The union of gluttony and guilt that defines the Western condition is rightfully fusing stand up, cabaret and theatre this Fringe. We obsess over the self-made man believing his hard graft alone carved his path out of poverty, despite the odds we still play the lottery and after drinking our weight in alcohol or when we’re down to our last pound we stumble into a casino or buy a scratch card. It’s the natural relationship between capitalism and addiction that creates this state of insatiable desire: an unhealthy addiction to financial sacrifice. Nowhere on earth is this facet of the human psyche more visible than in a casino.

Taking on four roles, solo performer Alex Moran tries to shed a little light on the issues of addiction and obsession that plague so many of us. Beginning as a Glaswegian croupier he tells us tales of businesswomen turned hookers, losers turned winners and the enforced moral bankruptcy that follows him to work each day.

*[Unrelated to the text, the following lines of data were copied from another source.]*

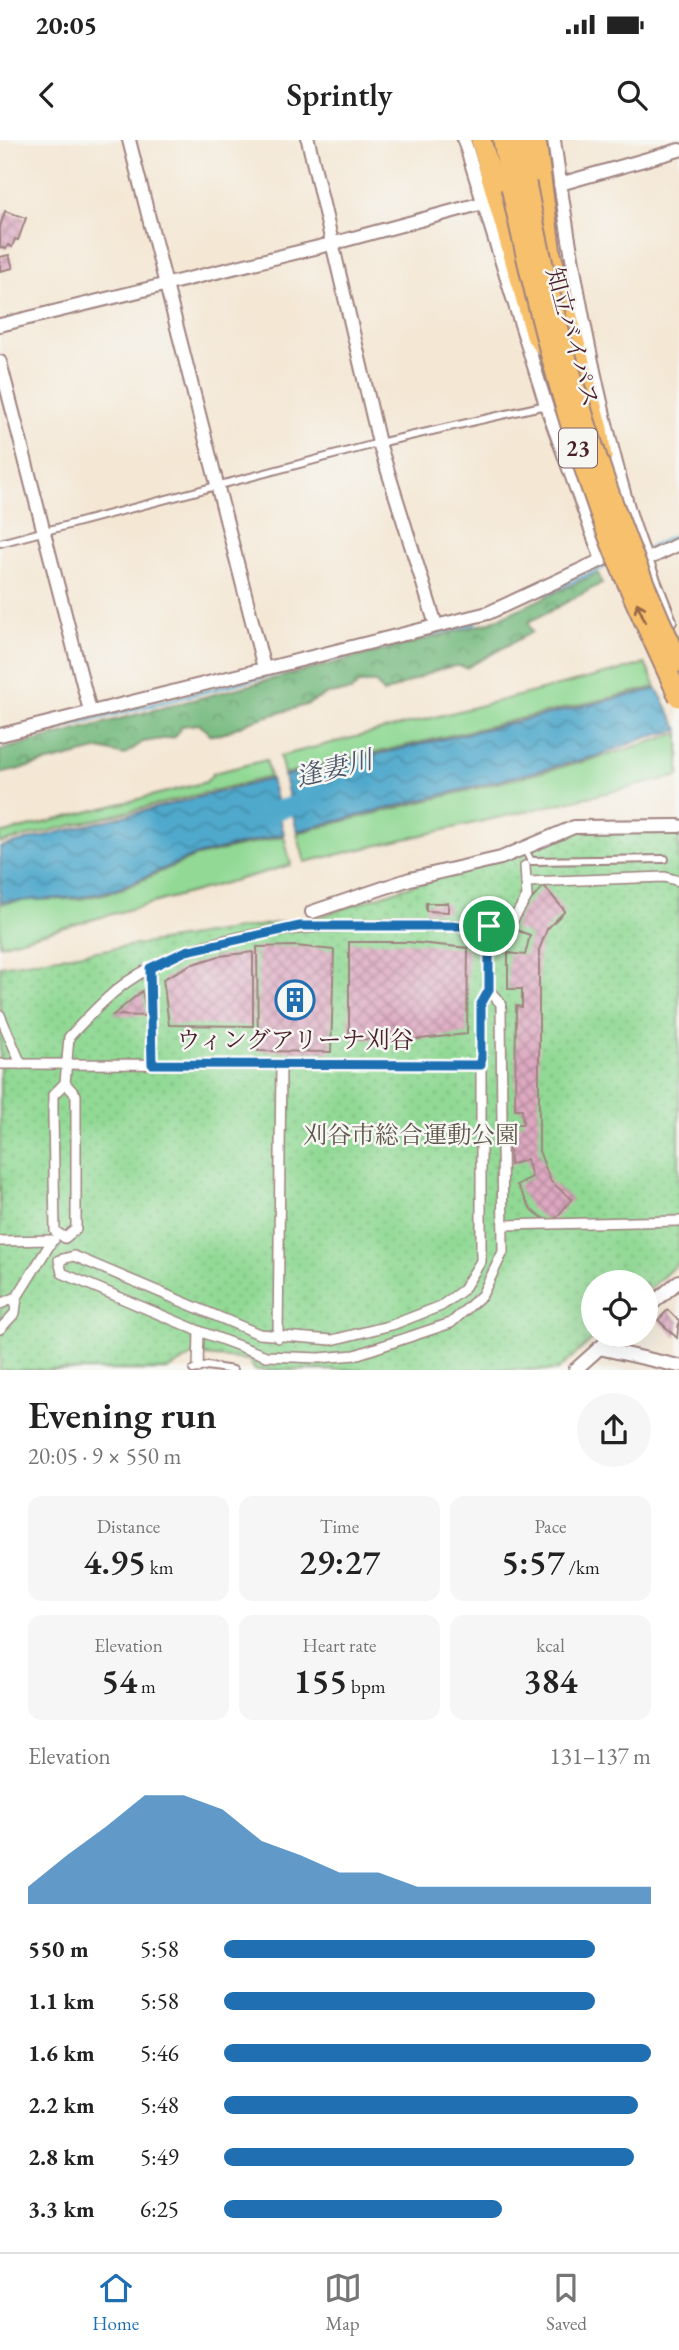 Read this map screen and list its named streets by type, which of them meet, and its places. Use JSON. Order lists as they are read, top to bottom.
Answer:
{
  "streets": {
    "highway": ["知立バイパス", "23"]
  },
  "water": ["逢妻川"],
  "parks": ["刈谷市総合運動公園"],
  "places": {
    "building": ["ウィングアリーナ刈谷"]
  },
  "page": {
    "status": "20:05",
    "header": "Sprintly",
    "heading": ["Evening run", "20:05 · 9 × 550 m"],
    "stats": [
      ["Distance", "4.95 km"],
      ["Time", "29:27"],
      ["Pace", "5:57 /km"],
      ["Elevation", "54 m"],
      ["Heart rate", "155 bpm"],
      ["kcal", "384"]
    ],
    "chart": ["Elevation", "131–137 m"],
    "list": [
      {
        "name": "550 m",
        "note": "5:58"
      },
      {
        "name": "1.1 km",
        "note": "5:58"
      },
      {
        "name": "1.6 km",
        "note": "5:46"
      },
      {
        "name": "2.2 km",
        "note": "5:48"
      },
      {
        "name": "2.8 km",
        "note": "5:49"
      },
      {
        "name": "3.3 km",
        "note": "6:25"
      }
    ],
    "tabs": ["Home", "Map", "Saved"]
  }
}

Swiftly and confidently melting from man to woman, croupier to gambler, hard-man to Chinese playboy, Moran is the ideal vessel for writer Richard Holdsworth’s enjoyable if unoriginal tale. It’s no revelation that gambling addictions lead to depravity and despair, but what Blackjack does touch on is that moment where a frivolous game devours lives, at which point Moran’s croupier ominously mutters “it’s just cards and chips”. The only real problem with this show is the venue. Playing to an undeservedly small audience of dedicated theatre goers, this type of stirring indictment would easily shift into the remit of light-hearted agit-prop by being taken to the endless slot machine casinos that litter Edinburgh’s streets habitually sucking in Big Issue sellers and old women with their dole cheques who are left helplessly clinging to the dream of the big win.